East of the Sun by Julia Gregson
Published: 2008 by Touchstone, a Division of Simon and Schuster
East of the Sun tells the story of three young women travelling from England to India in the late 1920s in search of new lives. For two of the women, Rose and Victoria (known as Tor, which seemed like an absurd nickname to me), this meant finding and marrying a good man; for their shipboard chaperone, Viva, it meant returning to the country of her childhood, uncovering family secrets, and making a fresh start as a writer.
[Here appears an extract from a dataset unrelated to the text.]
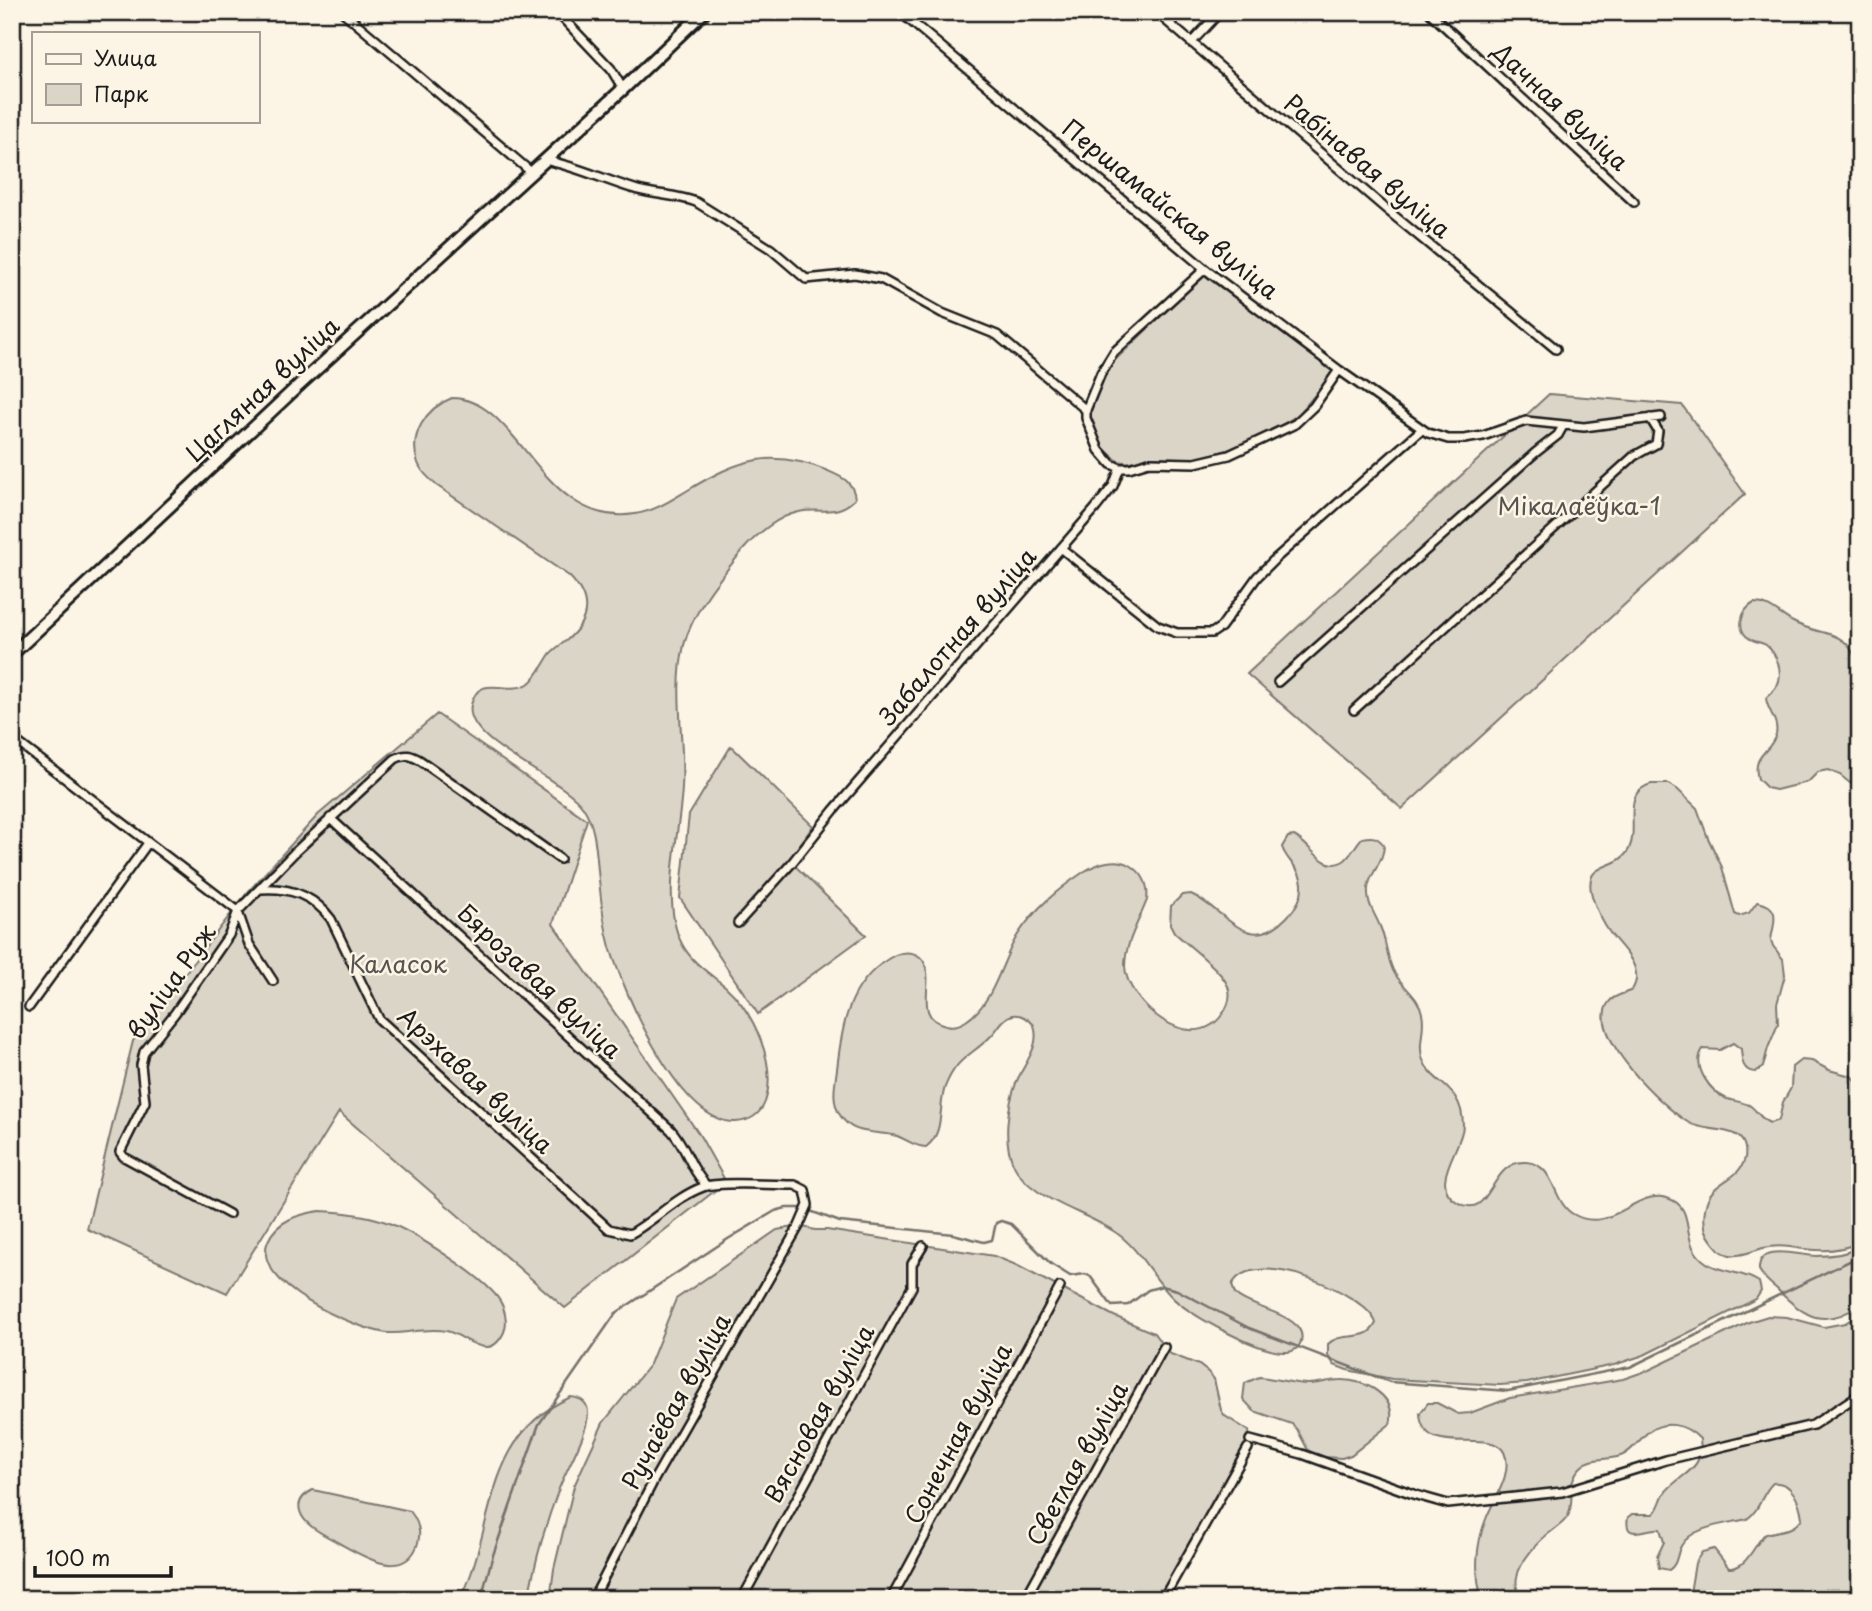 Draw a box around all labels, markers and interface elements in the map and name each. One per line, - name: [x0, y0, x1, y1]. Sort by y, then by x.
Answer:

I suppose Viva is meant to be the main character of the novel, as she takes on chaperoning Rose and Tor (as well as a disturbed schoolboy, Guy Glover) to India in order to pay her own passage to retrieve a trunk of her parents left with a family friend. However, Rose and Tor’s stories receive almost as much attention — Rose preparing for marriage to a British military man and Tor trying to line up her own betrothal in order to avoid returning to England — and it felt to me that their narratives overshadowed that of Viva’s. It’s also interesting to me that Guy Glover didn’t receive his own narrative; he appears throughout the novel, but he is never truly explained and remains a mysterious character.
There is a bit of everything in this book — romance, mystery, violence — and it does provide a sensual portrait of India in the 1920s and 1930s (my favorite aspect of the book) — but to me it doesn’t seem put together well, making it difficult to follow at times. If I hadn’t selected this book as one of my 2011 TBR Pile Challenge choices, I probably would not have finished it.